:: Data records ::

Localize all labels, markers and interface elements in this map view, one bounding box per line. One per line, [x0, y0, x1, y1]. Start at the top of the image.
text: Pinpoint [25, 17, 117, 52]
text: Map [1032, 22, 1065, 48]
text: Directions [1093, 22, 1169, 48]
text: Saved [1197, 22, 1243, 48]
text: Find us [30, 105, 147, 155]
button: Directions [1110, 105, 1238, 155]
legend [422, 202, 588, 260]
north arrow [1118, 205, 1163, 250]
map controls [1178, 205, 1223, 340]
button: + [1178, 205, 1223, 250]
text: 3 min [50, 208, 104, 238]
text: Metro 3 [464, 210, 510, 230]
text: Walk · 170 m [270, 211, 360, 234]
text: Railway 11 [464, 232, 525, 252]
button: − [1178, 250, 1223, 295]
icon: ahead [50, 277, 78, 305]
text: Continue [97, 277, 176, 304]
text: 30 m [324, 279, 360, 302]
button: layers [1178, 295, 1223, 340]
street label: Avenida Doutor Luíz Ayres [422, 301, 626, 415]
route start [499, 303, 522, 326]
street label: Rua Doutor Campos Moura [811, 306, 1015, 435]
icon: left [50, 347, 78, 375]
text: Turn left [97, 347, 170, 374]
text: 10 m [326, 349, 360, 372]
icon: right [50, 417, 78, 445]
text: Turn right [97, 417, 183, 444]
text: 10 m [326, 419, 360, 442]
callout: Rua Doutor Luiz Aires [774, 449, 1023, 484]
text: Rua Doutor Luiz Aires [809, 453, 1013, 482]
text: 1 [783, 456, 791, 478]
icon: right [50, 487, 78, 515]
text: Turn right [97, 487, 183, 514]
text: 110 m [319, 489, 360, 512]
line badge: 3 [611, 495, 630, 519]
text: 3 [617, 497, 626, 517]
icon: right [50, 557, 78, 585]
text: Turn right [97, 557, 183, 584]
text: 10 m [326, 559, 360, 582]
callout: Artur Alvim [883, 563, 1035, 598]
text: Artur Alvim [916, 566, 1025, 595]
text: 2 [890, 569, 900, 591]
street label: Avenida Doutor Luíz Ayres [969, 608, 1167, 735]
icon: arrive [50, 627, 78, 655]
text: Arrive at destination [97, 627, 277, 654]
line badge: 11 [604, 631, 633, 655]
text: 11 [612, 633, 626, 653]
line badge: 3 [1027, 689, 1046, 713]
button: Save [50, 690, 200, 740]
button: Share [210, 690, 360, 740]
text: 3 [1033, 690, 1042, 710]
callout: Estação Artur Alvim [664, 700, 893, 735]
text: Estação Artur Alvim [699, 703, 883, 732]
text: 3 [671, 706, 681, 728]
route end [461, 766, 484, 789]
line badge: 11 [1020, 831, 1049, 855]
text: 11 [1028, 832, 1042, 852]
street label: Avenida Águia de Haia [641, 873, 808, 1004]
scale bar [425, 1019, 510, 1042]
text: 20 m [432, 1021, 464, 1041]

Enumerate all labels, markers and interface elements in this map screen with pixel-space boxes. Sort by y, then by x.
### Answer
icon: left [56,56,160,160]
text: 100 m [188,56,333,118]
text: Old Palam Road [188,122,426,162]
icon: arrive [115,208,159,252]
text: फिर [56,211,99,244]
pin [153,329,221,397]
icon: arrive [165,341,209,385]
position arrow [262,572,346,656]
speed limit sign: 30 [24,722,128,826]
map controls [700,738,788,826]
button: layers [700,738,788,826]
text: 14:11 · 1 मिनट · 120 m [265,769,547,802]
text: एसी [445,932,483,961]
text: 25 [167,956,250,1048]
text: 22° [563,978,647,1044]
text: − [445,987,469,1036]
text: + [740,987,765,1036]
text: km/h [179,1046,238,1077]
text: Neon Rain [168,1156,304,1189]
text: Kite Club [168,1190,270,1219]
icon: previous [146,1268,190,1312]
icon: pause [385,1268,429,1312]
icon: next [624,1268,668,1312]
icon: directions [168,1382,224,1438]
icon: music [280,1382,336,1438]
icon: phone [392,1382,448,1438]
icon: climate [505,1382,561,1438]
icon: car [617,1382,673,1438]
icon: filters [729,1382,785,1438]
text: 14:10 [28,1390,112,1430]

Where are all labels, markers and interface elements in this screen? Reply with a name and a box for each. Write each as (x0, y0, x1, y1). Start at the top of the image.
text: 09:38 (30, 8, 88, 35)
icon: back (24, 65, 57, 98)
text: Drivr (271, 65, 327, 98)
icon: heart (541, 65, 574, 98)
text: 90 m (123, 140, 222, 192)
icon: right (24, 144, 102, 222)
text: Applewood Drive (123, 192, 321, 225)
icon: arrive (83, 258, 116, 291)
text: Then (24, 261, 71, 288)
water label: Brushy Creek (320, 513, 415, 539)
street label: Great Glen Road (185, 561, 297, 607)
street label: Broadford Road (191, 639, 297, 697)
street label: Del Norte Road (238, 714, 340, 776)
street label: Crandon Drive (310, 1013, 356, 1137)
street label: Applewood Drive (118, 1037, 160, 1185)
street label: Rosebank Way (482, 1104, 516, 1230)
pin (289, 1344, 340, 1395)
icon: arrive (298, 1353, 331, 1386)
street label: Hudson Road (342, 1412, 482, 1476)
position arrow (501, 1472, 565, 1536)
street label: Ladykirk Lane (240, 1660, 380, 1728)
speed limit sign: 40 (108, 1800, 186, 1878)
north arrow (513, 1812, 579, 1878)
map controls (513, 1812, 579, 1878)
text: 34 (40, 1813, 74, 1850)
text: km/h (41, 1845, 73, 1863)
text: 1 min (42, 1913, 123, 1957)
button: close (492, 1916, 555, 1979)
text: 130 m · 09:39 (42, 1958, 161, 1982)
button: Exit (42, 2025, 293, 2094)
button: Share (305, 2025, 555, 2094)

:::

*What is expected*
In the records, which lines use the word "Road"? Report them.

*Answer to this task*
text: Old Palam Road [188,122,426,162]
street label: Great Glen Road (185, 561, 297, 607)
street label: Broadford Road (191, 639, 297, 697)
street label: Del Norte Road (238, 714, 340, 776)
street label: Hudson Road (342, 1412, 482, 1476)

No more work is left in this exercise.